E, instintivamente, se tendió de nuevo en la caja, echándose el sudario encima de nuevo.
– Compadre… – gimió una voz sofocada por la angustia.
– ¿Quién es?
– ¿Cirlinciò?
– ¿Cuántos somos?
– ¡Maldito pueblo! – resopló entonces Lizio Gallo echando al aire el sudario y poniéndose en pie. – ¡Por un gorrucho de Padua! ¿Cuántos sois? ¿Tres? ¿Cuatro? ¿Y usted, compadre?
– ¡Pero, cómo! – balbució Cirlinciò acercándose todo tembloroso. – ¿No está muerto?

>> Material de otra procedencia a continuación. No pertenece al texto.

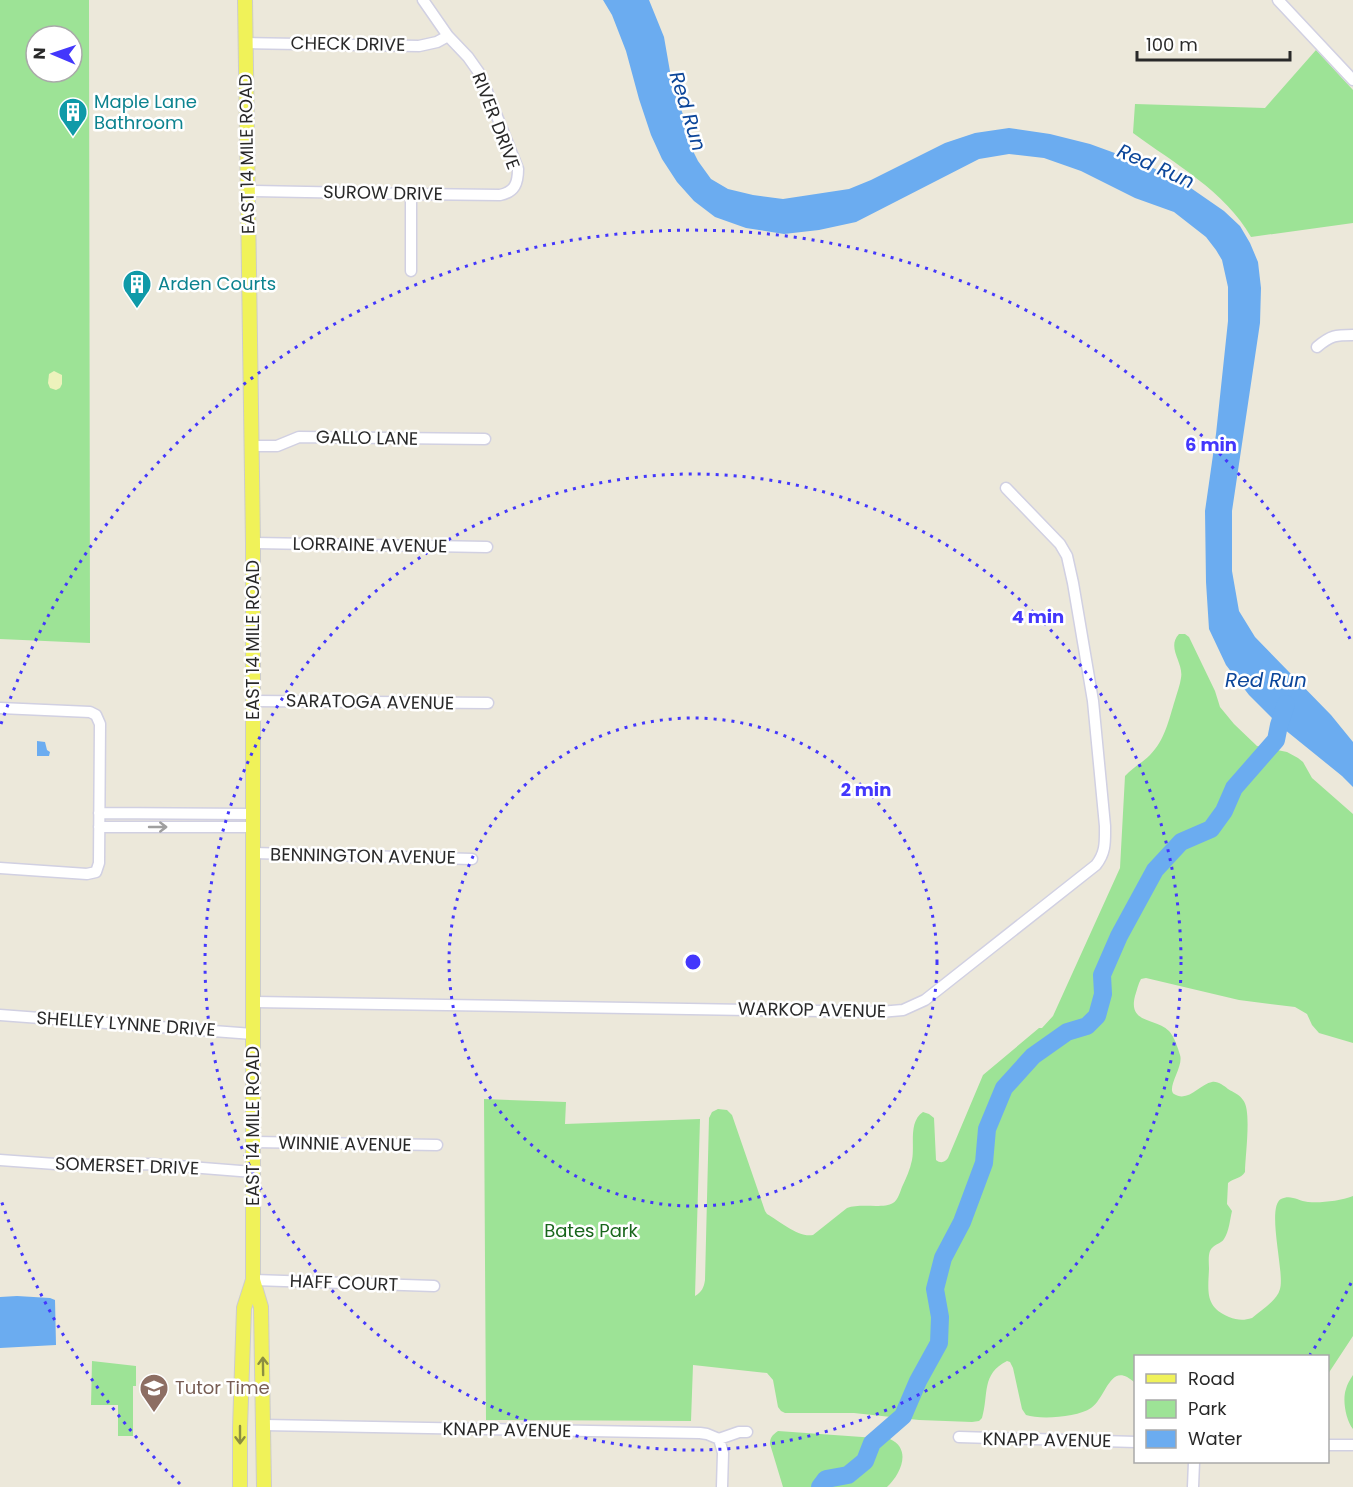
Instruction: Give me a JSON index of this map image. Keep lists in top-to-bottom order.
{
  "streets": {
    "main road": ["EAST 14 MILE ROAD"],
    "street": [
      "CHECK DRIVE",
      "RIVER DRIVE",
      "SUROW DRIVE",
      "GALLO LANE",
      "LORRAINE AVENUE",
      "SARATOGA AVENUE",
      "BENNINGTON AVENUE",
      "WARKOP AVENUE",
      "SHELLEY LYNNE DRIVE",
      "WINNIE AVENUE",
      "SOMERSET DRIVE",
      "HAFF COURT",
      "KNAPP AVENUE"
    ]
  },
  "crossings": [
    ["CHECK DRIVE", "RIVER DRIVE"],
    ["CHECK DRIVE", "EAST 14 MILE ROAD"],
    ["RIVER DRIVE", "SUROW DRIVE"],
    ["EAST 14 MILE ROAD", "SUROW DRIVE"],
    ["EAST 14 MILE ROAD", "GALLO LANE"],
    ["EAST 14 MILE ROAD", "LORRAINE AVENUE"],
    ["EAST 14 MILE ROAD", "SARATOGA AVENUE"],
    ["EAST 14 MILE ROAD", "BENNINGTON AVENUE"],
    ["EAST 14 MILE ROAD", "WARKOP AVENUE"],
    ["EAST 14 MILE ROAD", "SHELLEY LYNNE DRIVE"],
    ["EAST 14 MILE ROAD", "WINNIE AVENUE"],
    ["EAST 14 MILE ROAD", "SOMERSET DRIVE"],
    ["EAST 14 MILE ROAD", "HAFF COURT"],
    ["EAST 14 MILE ROAD", "KNAPP AVENUE"]
  ],
  "water": ["Red Run"],
  "parks": ["Bates Park"],
  "places": {
    "building": ["Maple Lane Bathroom", "Arden Courts"],
    "school or university": ["Tutor Time"]
  },
  "legend": ["Road", "Park", "Water"],
  "scale_bar": "100 m",
  "north": "left",
  "rings": ["6 min", "4 min", "2 min"]
}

– ¿Muerto? ¡Querría estarlo, para no ver su tacañería! – le gritó Gallo, indignado, en su cara. ¡Cómo!, ¿no se avergüenza? ¡Venir a despojar a un muerto, como ese canalla del sacristán! Pues bien, ya no lo tengo, ¿lo ve?, ¡lo ha cogido él! Y decir que se lo había prometido a uno de esos camilleros… ¡Ni muerto lo dejan a uno en paz, en el día de hoy, en este maldito pueblo! Esperaba la condonación de las deudas… ¡Claro! ¿Cuántos sois?, ¿tres, cuatro, diez, veinte? ¿Tendréis la fuerza para mantener el secreto? ¡No! Pues entonces ¡acabemos con esto!

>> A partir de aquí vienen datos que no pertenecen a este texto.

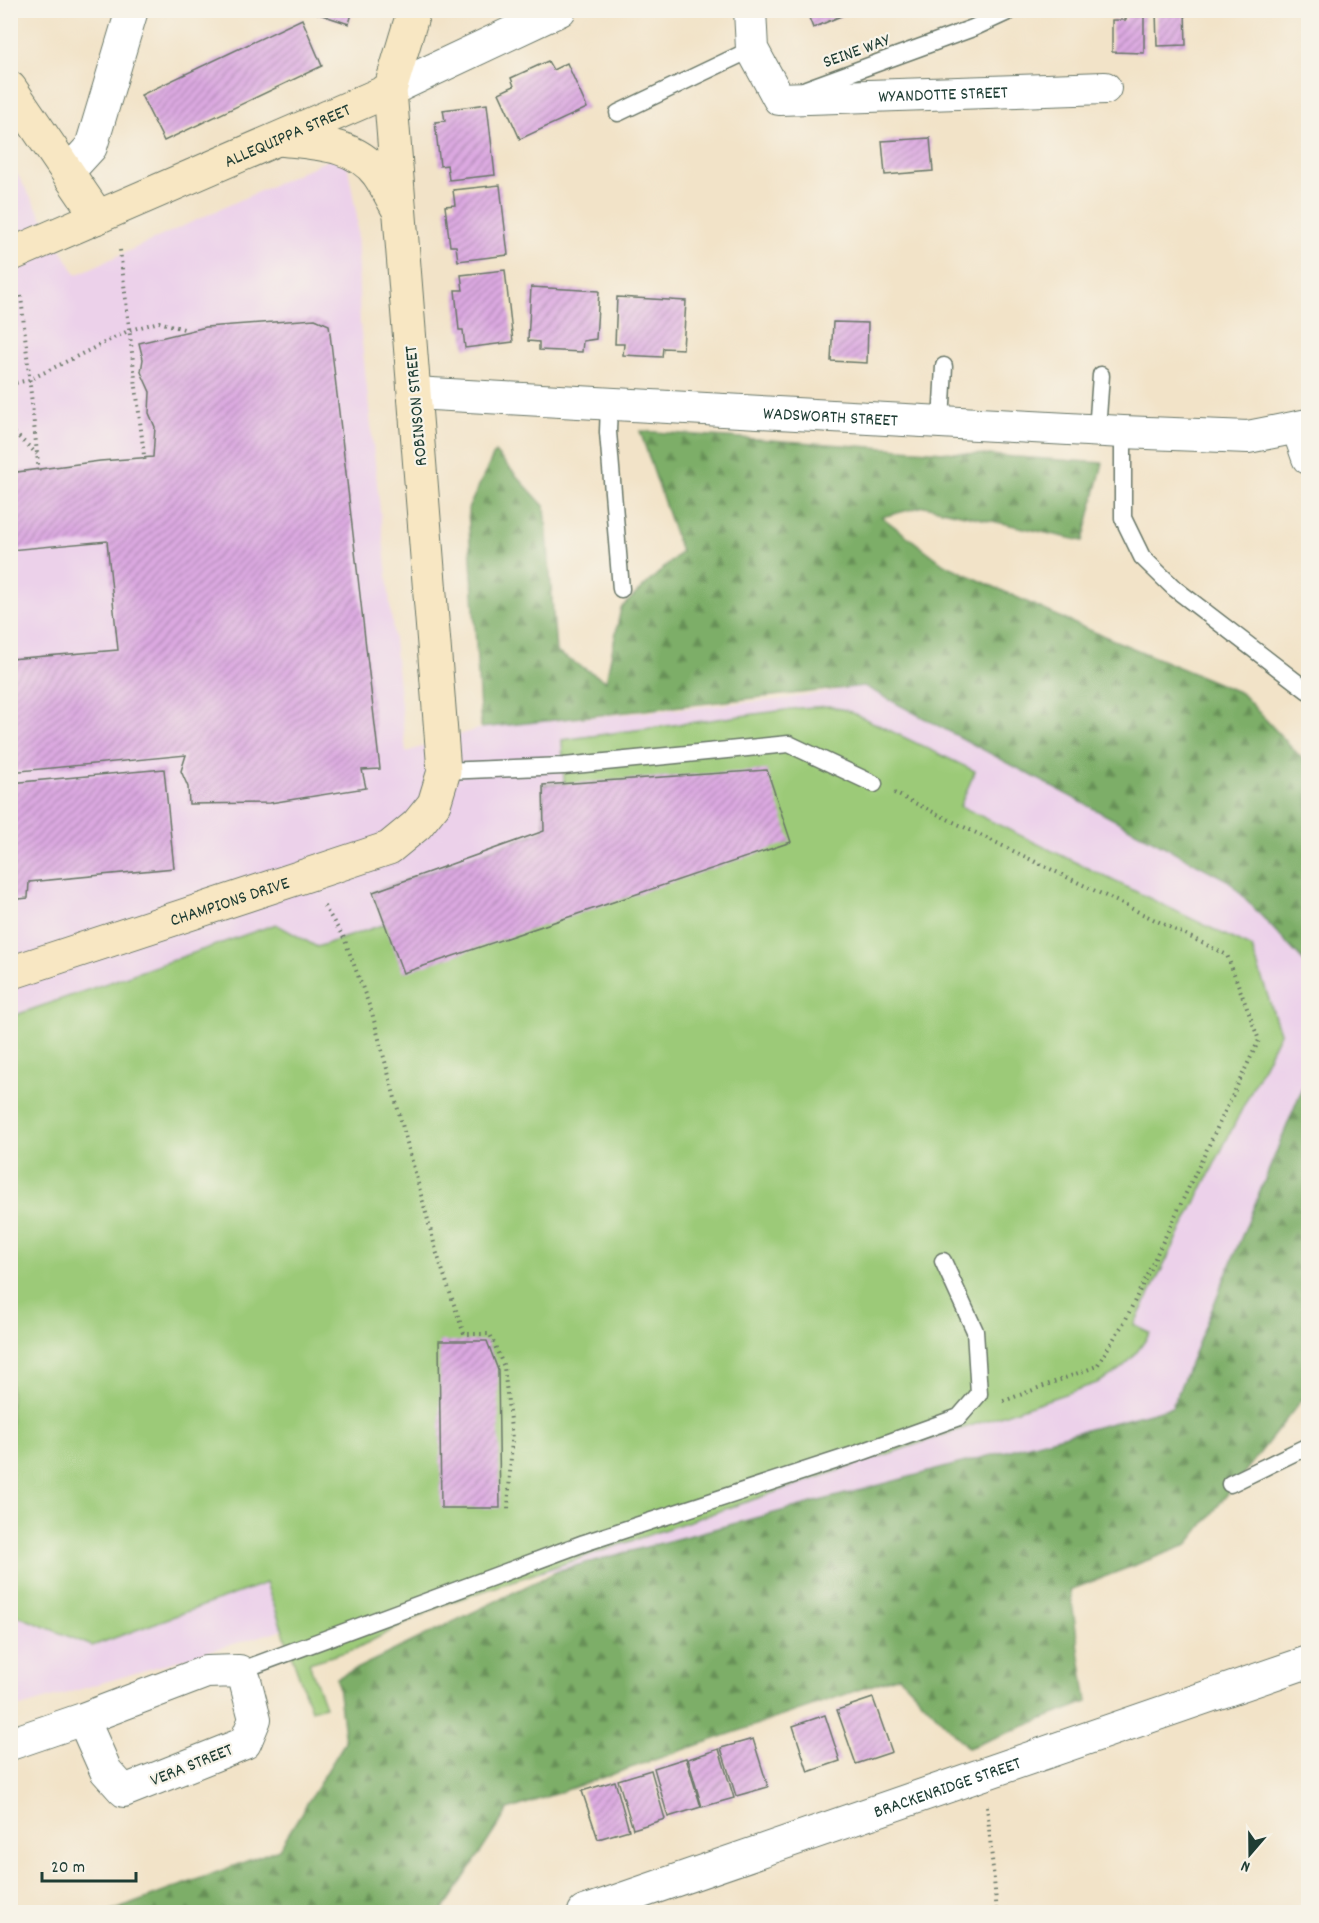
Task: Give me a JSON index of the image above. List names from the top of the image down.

Los plantó allí, pasmados, atontados como a tres tajos de yunque, y fue a cubrir de patadas y puñetazos la puerta de la sacristía.
– ¡Eh!, ¡Eh! ¡Canalla! ¡Sacristán!
Este acudió, poco después, en calzoncillos y camisa, con la linterna en la mano, todo descompuesto.
Lizio Gallo lo agarró por el pecho.
– ¡Ve enseguida por el gorro, pedazo de ladrón!
– ¡Don Lizio! – gritó aquel, y estuvo a punto de caer desmayado.
Gallo lo sostuvo en pie, sacudiéndolo con furia.
– ¡El gorro, te digo, maldito! Y ven a abrirme la puerta. No hago más el muerto.